Different thresholds of T cell activation regulate FIV infection of CD4+CD25+ and CD4+CD25− cells

Cellular activation plays an important role in retroviral replication. Previously, we have shown that CD4+CD25+ T cells by the virtue of their partially activated phenotype represent ideal candidates for a productive feline immunodeficiency virus (FIV) infection. In the present study, we extended our previous observations with regard to FIV replication in CD4+CD25+ and CD4+CD25− cells under different stimulation conditions. Both CD4+CD25+ and CD4+CD25− cells remain latently infected in the absence of IL-2 or concanvalinA (ConA), respectively; harboring a replication competent provirus capable of reactivation several days post-infection.
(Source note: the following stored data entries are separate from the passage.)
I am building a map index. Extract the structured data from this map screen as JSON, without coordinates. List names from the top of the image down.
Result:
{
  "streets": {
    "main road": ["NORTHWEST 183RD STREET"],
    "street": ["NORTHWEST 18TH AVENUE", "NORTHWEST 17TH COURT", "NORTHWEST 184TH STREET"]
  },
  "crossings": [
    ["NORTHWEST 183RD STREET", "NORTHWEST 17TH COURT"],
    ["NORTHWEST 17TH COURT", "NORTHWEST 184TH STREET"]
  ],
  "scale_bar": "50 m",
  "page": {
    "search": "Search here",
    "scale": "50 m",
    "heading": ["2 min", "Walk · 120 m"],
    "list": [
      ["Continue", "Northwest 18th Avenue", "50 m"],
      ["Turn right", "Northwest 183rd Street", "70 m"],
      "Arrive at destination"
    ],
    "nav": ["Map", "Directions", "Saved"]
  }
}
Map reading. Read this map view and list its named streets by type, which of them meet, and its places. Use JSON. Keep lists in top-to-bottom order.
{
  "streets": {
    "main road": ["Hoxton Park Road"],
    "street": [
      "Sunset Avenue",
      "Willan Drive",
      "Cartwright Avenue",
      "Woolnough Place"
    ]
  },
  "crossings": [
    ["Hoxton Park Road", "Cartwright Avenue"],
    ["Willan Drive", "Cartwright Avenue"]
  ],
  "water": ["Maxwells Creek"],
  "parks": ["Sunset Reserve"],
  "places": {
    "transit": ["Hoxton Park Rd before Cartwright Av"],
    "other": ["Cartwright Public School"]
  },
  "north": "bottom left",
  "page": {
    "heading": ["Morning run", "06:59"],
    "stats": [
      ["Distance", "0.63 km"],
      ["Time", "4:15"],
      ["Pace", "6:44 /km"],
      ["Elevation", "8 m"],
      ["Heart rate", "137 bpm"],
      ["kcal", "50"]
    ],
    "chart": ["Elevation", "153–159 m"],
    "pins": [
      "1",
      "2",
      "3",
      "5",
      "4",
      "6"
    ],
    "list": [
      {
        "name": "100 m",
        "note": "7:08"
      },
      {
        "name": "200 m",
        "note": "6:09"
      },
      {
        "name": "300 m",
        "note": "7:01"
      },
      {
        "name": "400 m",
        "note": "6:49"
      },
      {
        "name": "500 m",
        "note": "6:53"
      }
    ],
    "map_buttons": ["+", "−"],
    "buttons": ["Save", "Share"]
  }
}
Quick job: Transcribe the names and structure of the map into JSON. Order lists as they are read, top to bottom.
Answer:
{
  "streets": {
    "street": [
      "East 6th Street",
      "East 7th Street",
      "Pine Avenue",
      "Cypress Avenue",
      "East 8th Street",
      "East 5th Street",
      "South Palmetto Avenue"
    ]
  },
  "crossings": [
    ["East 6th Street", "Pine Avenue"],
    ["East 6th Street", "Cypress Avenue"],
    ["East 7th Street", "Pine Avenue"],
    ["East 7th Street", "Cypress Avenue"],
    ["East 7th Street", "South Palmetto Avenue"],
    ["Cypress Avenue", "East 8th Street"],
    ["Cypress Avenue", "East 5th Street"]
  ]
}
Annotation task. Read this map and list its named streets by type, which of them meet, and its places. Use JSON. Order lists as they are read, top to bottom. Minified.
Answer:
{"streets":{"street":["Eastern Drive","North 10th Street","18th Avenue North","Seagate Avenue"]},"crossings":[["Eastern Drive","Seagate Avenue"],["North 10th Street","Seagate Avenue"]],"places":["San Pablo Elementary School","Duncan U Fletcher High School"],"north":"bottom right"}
While CD4+CD25+ cells require low levels of exogenous IL-2 and virus inputs for an efficient FIV replication, CD4+CD25− T cells can only be productively infected in the presence of either high concentrations of IL-2 or high virus titers, even in the absence of mitogenic stimulation. Interestingly, while high virus input activates CD4+CD25− cells to replicate FIV, it induces apoptosis in a high percentage of CD4+CD25+ T cells. High IL-2 concentrations but not high virus inputs lead to surface upregulation of CD25 and significant cellular proliferation in CD4+CD25− cells. These results suggest that CD4+CD25+ and CD4+CD25− T cells have different activation requirements which can be modulated by both viral and cytokine stimuli to reach threshold activation levels in order to harbor a productive FIV infection. This holds implications in vivo for CD4+CD25+ and CD4+CD25− cells to serve as potential reservoirs of a productive and latent FIV infection.